Bu tür hücre hareketi, kromozomları ayırmak için birlikte çalışan iğ mikrotübülleri ve motor proteinleri arasındaki etkileşimleri içerir. Yavru hücrelerde doğru sayıda kromozomun korunması hayati önem taşımaktadır. Hücre bölünmesi sırasında meydana gelen hatalar, kromozom sayılarının dengesiz olmasına, fazla sayıda veya yetersiz kromozoma sahip olmasına neden olabilir. Bu anormallik anöploidi olarak bilinir ve mitoz sırasında otozomal kromozomlarda veya mayoz sırasında cinsiyet kromozomlarında meydana gelebilir. Kromozom sayısındaki anormallikler doğum kusurlarına, gelişimsel bozukluklara ve ölüme yol açabilir.

Kromozomlar ve protein üretimi

Protein üretimi DNA ve kromozomlara bağlı hayati bir hücresel süreçtir. DNA, proteinleri kodlayan gen adı verilen bölümleri içerir. Protein üretimi sırasında DNA çözülür ve kodlama bölümleri bir RNA transkriptine kopyalanır. Daha sonra RNA transkripti bir protein oluşturmak üzere çevrilir.

Kromozom mutasyonu

Kromozom mutasyonları, kromozomlarda meydana gelen değişikliklerdir ve genellikle mayoz sırasında veya kimyasallar veya radyasyon gibi mutajenlere maruz kalındığında meydana gelen hataların sonucudur.

Kromozom kırılması ve çoğalması, genellikle insanlara zararlı olan çeşitli türde kromozom yapısal değişikliklerine yol açabilir.

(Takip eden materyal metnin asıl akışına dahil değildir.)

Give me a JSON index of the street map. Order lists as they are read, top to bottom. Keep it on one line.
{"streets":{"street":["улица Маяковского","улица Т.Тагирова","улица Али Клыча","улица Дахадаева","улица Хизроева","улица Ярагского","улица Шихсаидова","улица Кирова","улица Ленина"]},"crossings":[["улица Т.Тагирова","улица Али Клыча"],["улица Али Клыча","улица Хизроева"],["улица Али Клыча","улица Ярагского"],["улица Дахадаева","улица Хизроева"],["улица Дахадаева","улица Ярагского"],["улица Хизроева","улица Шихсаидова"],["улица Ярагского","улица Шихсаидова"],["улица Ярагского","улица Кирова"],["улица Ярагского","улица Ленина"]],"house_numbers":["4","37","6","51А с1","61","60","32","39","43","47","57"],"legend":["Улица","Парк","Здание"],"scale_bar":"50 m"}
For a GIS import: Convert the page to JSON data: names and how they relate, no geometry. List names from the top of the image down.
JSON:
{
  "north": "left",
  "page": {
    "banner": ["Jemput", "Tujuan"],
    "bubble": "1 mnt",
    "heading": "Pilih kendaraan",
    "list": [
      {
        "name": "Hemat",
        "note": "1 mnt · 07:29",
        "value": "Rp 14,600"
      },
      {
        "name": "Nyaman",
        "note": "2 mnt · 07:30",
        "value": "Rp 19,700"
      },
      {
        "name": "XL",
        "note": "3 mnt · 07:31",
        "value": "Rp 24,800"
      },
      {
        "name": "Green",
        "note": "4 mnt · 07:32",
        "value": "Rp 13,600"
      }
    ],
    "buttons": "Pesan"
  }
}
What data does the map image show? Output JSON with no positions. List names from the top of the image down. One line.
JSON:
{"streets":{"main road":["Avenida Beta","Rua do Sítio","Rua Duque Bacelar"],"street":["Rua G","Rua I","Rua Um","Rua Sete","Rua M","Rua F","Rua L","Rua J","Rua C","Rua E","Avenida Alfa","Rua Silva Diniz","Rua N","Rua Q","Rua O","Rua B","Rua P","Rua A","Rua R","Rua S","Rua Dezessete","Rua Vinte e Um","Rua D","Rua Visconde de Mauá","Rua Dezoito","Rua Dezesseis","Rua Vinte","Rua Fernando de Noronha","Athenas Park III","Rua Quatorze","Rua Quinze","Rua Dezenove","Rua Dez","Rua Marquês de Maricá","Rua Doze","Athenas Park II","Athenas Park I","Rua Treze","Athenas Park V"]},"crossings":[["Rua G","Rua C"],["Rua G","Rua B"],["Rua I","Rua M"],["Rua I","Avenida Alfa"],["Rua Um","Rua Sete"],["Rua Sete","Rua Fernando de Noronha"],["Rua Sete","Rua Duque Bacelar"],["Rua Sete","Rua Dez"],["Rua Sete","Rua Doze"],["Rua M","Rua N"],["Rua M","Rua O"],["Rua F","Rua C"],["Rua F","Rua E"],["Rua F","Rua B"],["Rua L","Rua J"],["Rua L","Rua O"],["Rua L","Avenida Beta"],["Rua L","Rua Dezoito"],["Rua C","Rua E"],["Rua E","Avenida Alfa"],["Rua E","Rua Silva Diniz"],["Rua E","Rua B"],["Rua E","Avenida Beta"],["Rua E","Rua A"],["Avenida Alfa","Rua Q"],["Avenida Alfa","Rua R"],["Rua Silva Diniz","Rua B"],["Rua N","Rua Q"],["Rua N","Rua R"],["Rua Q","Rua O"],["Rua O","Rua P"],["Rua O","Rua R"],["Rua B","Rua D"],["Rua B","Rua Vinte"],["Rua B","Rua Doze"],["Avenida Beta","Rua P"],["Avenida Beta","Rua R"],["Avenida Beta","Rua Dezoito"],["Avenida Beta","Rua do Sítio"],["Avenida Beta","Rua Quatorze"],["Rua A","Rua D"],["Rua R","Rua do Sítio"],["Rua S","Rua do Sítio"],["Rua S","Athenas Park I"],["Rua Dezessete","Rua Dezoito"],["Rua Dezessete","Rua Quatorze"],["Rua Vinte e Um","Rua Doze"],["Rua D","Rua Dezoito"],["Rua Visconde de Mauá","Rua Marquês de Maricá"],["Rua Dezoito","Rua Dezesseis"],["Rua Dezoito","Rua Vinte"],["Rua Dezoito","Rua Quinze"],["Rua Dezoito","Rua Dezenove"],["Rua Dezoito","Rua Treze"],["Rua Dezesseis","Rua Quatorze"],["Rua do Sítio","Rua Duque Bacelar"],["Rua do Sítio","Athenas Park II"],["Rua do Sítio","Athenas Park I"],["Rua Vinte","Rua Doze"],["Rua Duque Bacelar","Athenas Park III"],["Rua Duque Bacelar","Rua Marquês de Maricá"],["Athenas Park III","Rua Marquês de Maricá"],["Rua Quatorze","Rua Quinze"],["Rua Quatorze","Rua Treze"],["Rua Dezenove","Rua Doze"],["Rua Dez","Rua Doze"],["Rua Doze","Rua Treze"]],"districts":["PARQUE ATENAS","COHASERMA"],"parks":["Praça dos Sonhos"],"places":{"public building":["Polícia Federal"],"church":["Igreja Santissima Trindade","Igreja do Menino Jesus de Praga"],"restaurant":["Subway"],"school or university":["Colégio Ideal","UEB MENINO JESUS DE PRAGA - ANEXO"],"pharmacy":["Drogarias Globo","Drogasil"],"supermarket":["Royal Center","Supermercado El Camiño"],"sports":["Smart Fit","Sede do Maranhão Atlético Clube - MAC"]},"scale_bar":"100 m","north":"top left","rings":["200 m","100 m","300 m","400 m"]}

Bu tür mutasyonlar, kromozomların yanlış dizilişte ekstra genlere sahip olmasına neden olur. Mutasyonlar aynı zamanda yanlış sayıda kromozoma sahip hücreler de üretebilir. Anormal kromozom sayıları genellikle mayoz sırasında homolog kromozomların ayrılmaması veya bozulmasından kaynaklanır.